§ **INPUT DATA**
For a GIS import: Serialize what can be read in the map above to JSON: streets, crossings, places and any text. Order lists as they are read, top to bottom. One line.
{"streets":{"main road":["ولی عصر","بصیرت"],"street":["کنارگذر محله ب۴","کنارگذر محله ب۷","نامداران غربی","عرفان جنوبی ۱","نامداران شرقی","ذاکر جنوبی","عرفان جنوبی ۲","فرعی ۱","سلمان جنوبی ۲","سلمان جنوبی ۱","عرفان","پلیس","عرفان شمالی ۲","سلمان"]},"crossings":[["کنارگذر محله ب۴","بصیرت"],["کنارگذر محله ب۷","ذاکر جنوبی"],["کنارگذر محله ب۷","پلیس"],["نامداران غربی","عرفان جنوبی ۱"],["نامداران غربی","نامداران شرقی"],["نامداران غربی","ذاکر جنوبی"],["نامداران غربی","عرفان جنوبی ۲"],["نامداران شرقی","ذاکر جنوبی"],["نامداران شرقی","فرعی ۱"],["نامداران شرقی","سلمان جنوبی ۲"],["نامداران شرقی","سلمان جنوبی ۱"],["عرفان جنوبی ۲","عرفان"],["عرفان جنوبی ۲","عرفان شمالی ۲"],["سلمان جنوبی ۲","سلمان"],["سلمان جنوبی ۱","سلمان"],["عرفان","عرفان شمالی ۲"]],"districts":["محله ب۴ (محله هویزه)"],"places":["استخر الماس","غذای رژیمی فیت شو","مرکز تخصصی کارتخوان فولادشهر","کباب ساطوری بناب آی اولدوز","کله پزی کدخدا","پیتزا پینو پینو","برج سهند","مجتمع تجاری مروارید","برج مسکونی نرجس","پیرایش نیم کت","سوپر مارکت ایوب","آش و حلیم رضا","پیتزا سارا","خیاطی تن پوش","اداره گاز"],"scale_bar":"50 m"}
...
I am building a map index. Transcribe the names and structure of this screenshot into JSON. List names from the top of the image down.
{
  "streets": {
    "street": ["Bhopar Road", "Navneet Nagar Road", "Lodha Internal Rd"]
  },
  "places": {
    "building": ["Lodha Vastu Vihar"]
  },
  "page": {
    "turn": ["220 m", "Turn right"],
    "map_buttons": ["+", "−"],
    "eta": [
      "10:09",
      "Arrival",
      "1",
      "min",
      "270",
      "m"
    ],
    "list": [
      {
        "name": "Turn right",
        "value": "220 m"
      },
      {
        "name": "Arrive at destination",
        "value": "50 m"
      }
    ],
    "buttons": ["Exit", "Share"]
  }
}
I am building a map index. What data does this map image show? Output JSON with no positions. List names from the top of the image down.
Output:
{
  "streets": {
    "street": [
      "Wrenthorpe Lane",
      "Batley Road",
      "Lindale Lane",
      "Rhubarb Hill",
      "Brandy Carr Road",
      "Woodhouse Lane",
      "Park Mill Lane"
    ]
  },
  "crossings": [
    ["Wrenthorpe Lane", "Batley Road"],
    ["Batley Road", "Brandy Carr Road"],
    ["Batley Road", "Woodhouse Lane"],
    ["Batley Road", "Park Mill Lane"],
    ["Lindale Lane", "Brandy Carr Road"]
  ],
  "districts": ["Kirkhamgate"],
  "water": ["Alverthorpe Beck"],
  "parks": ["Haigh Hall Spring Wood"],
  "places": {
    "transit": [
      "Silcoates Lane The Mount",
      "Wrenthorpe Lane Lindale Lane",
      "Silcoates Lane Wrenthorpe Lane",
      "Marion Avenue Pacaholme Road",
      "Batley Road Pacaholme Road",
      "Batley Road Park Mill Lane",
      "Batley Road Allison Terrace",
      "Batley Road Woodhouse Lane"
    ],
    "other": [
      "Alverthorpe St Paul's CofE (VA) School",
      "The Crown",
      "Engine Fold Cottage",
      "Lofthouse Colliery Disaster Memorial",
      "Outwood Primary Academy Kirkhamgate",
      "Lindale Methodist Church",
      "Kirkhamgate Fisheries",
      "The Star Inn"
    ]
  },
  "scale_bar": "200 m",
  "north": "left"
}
---
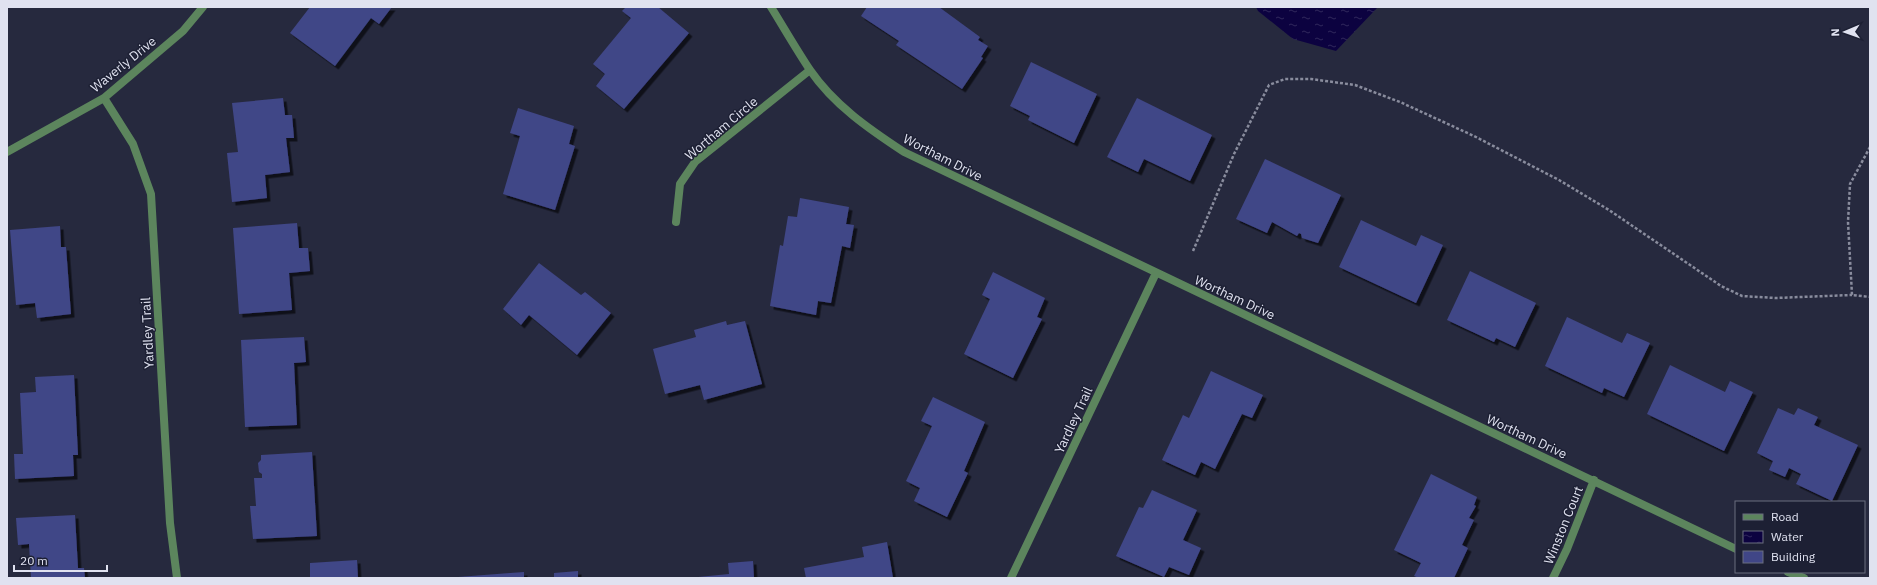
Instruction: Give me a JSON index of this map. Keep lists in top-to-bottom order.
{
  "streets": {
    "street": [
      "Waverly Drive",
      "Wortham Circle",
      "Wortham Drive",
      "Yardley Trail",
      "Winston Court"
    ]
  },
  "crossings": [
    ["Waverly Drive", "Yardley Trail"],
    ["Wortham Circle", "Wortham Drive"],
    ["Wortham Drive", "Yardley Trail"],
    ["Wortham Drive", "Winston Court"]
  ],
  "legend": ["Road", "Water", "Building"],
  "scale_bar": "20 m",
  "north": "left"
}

§ **EXERCISE**
What you return must be an exact retyping of the lines above starting at the line with "I am building a map index. Transcribe" and ending at the line with "I am building a map index. What", and nothing besides.

§ **RESPONSE TO THIS EXERCISE**
I am building a map index. Transcribe the names and structure of this screenshot into JSON. List names from the top of the image down.
{
  "streets": {
    "street": ["Bhopar Road", "Navneet Nagar Road", "Lodha Internal Rd"]
  },
  "places": {
    "building": ["Lodha Vastu Vihar"]
  },
  "page": {
    "turn": ["220 m", "Turn right"],
    "map_buttons": ["+", "−"],
    "eta": [
      "10:09",
      "Arrival",
      "1",
      "min",
      "270",
      "m"
    ],
    "list": [
      {
        "name": "Turn right",
        "value": "220 m"
      },
      {
        "name": "Arrive at destination",
        "value": "50 m"
      }
    ],
    "buttons": ["Exit", "Share"]
  }
}
I am building a map index. What data does this map image show? Output JSON with no positions. List names from the top of the image down.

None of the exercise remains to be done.